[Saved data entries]
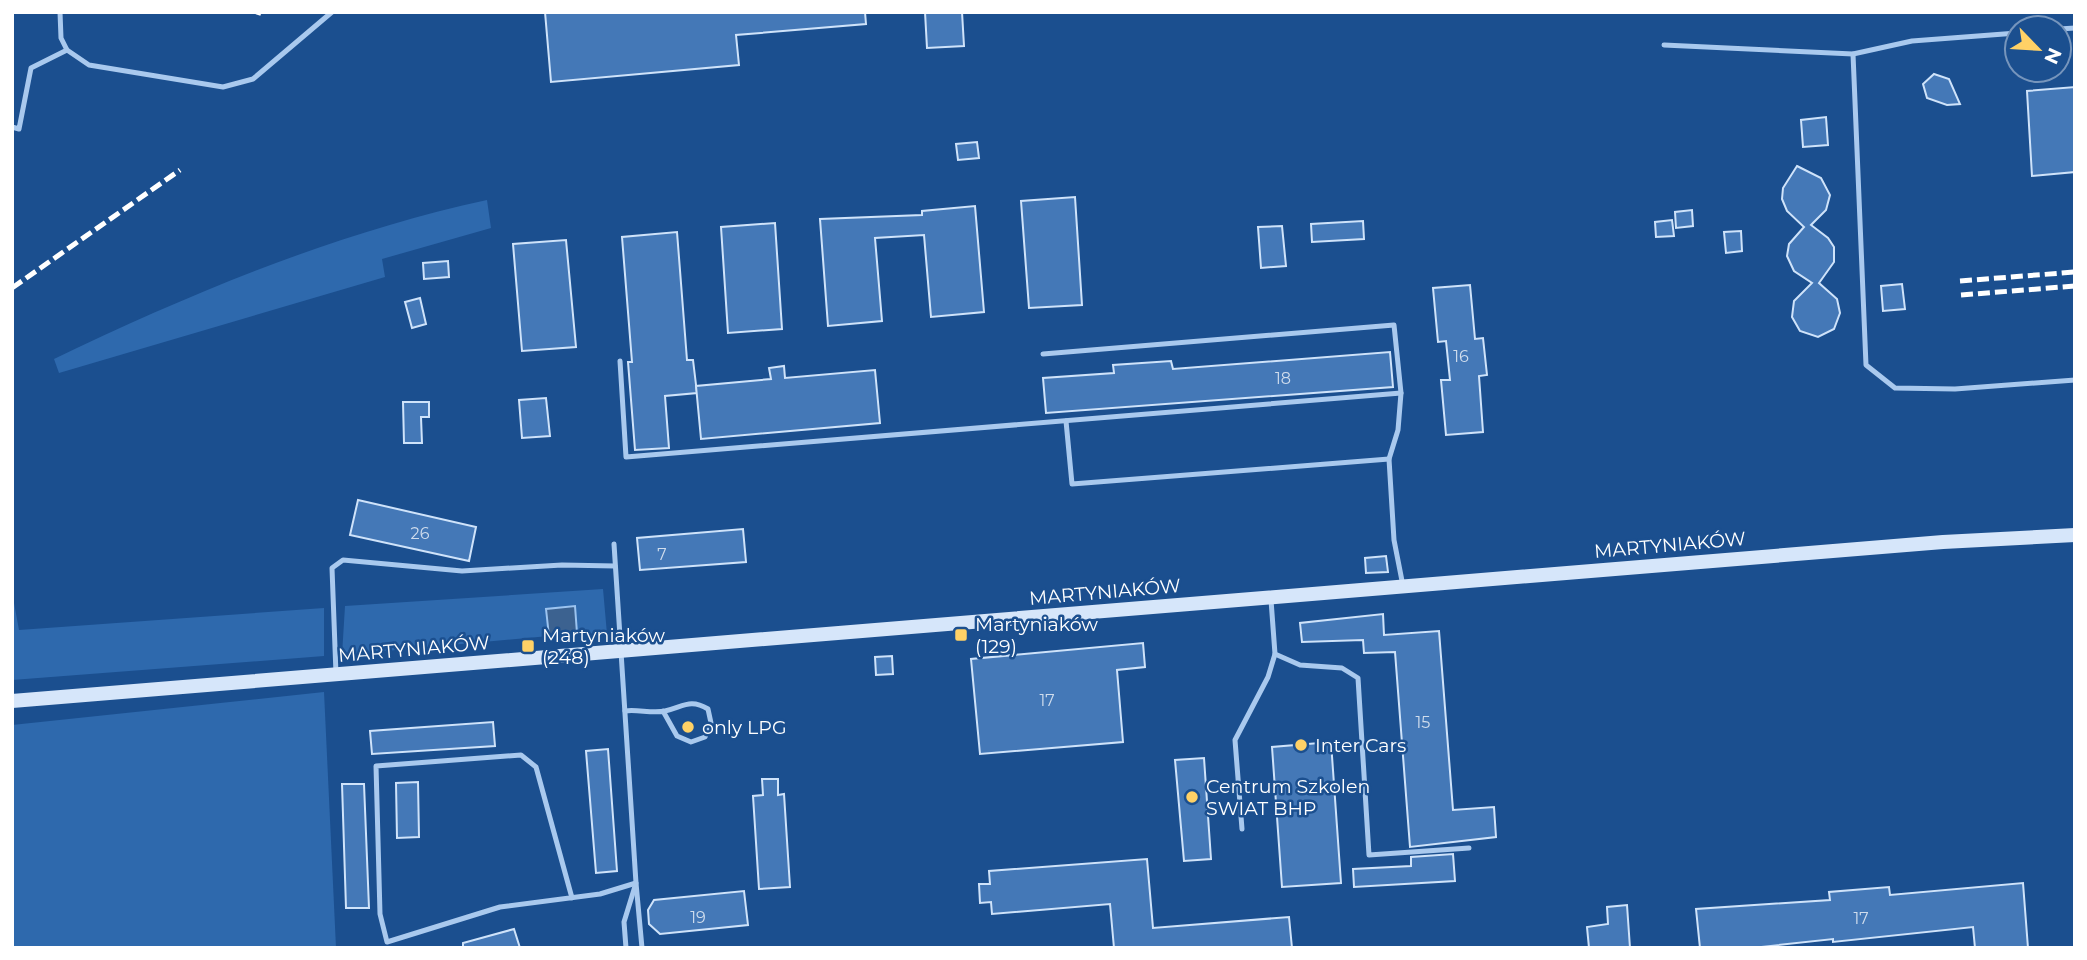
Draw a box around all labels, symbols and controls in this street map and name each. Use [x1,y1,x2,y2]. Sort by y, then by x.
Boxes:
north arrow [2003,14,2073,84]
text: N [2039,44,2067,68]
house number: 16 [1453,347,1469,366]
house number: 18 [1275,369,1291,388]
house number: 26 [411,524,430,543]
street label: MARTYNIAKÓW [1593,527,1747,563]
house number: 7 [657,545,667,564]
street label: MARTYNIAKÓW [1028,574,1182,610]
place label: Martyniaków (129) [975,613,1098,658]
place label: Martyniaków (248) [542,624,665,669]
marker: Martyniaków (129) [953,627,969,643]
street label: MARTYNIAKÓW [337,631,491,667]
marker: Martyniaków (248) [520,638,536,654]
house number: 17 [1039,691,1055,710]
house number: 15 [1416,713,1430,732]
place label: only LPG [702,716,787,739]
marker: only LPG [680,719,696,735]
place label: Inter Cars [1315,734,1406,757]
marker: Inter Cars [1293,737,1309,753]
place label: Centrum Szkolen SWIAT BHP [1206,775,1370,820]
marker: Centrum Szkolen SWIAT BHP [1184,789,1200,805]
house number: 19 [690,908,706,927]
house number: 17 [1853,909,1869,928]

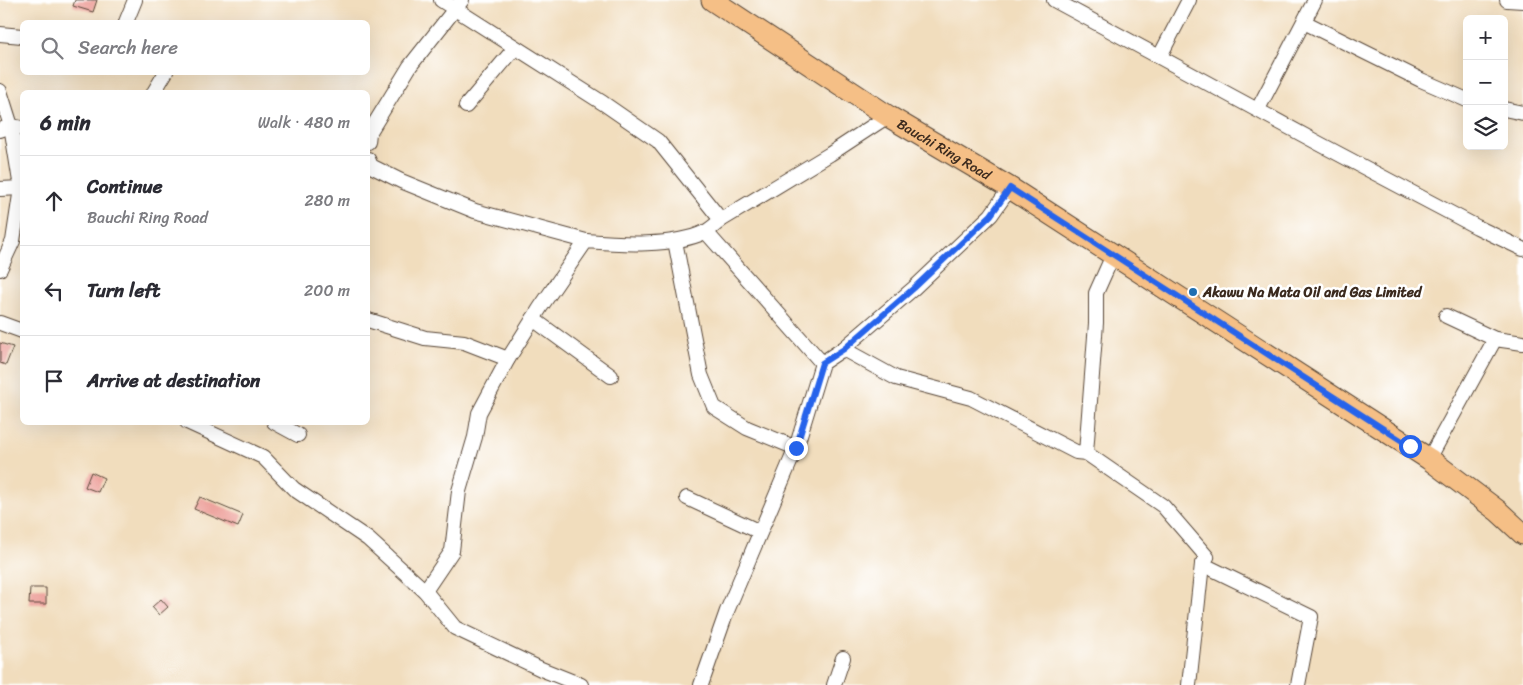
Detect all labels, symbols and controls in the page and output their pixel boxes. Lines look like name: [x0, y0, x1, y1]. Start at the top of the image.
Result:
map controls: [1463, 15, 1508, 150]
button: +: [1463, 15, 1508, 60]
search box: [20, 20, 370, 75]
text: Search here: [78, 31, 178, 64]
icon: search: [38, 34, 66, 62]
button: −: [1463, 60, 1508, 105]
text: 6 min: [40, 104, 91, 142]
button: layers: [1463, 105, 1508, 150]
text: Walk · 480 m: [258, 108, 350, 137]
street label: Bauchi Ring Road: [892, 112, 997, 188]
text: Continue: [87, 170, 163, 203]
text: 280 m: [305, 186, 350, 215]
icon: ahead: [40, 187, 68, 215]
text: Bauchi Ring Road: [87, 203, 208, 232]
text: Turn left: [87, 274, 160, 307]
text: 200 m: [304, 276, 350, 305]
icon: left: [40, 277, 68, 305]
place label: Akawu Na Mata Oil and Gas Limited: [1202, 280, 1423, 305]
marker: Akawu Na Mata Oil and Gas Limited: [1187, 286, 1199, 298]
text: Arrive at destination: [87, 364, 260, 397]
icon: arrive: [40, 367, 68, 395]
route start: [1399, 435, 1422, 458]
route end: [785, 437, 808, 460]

▶ **Problem details**: Identify the lines of the entries containing the string "name". Copy each such line.

▶ **Solution to this exercise**:
Draw a box around all labels, symbols and controls in this street map and name each. Use [x1,y1,x2,y2]. Sort by y, then by x.
Detect all labels, symbols and controls in the page and output their pixel boxes. Lines look like name: [x0, y0, x1, y1]. Start at the top of the image.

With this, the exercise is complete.